Initial pressings of the Van Halen compilation Best Of, Vol.1 contained an alternate edit of "Runnin' with the Devil" where the verses, chorus and solos were arranged in a different order than that of the original album version. It was reported that this was accidental and subsequent pressings have replaced this version with the one found on Van Halen.

==Background==
The song's lyrics have often been misinterpreted as being satanic, yet the band members have never revealed the full meaning of the song. It is usually interpreted as being about the life of a touring young band. The song's verses deal with an individual's experience, including learning that a "simple" lifestyle is not as simple as it appears.

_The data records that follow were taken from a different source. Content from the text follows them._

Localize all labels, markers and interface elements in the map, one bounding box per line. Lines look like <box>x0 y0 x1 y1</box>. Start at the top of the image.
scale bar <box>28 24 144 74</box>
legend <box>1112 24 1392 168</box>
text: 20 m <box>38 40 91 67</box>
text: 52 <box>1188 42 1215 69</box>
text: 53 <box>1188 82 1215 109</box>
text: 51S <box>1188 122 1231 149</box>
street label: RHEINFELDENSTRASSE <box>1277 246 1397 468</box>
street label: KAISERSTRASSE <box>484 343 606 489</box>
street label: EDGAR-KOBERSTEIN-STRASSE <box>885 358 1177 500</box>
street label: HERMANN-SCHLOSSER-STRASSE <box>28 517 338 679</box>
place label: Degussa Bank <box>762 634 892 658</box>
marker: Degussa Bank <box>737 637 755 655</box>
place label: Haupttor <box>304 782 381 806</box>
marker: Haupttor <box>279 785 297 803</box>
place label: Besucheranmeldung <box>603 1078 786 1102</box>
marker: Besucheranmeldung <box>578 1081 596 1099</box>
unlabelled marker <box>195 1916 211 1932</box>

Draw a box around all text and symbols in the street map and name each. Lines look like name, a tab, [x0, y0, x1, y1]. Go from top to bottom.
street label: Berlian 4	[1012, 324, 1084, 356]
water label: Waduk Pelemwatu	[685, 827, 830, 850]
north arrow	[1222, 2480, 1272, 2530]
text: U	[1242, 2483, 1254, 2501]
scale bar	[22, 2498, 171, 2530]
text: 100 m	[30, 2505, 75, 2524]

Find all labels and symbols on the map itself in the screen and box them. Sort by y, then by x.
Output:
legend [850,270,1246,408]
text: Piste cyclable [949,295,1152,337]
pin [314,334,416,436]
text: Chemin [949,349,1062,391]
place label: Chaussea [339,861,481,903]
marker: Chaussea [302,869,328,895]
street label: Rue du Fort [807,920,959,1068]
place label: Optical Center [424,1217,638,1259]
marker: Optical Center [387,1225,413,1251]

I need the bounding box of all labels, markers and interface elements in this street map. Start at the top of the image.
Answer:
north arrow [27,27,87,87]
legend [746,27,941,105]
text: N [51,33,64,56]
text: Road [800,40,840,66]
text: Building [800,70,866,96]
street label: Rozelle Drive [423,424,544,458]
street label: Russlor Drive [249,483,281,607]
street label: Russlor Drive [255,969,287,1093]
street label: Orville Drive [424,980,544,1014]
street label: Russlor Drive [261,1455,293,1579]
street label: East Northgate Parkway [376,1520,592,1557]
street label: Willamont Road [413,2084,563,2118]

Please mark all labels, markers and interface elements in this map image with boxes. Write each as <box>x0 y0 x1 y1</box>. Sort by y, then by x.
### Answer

The lyrics "Runnin' with the devil" are usually interpreted as being a reference to freedom. In the song freedom is portrayed as a lack of social ties and living in the present. The song's meaning has also been interpreted as being an attempt to convince a person that the theme of a simple life is not wrong as it appears. Therefore, the lyrics of "Runnin' with the Devil" would not be serious.

==Reception==
Cash Box said it has "driving guitar work, tough jaunty beat and excellent lead and backing vocals." Record World said that "The production is extremely hot, with a 'live' quality to it, and sets off the screaming guitars quite well." In March 2023, Rolling Stone ranked the song at number 68 on their "100 Greatest Heavy Metal Songs of All Time" list.

==Legacy==
"Runnin' with the Devil" remains a staple of classic rock radio and is considered one of Van Halen's signature songs.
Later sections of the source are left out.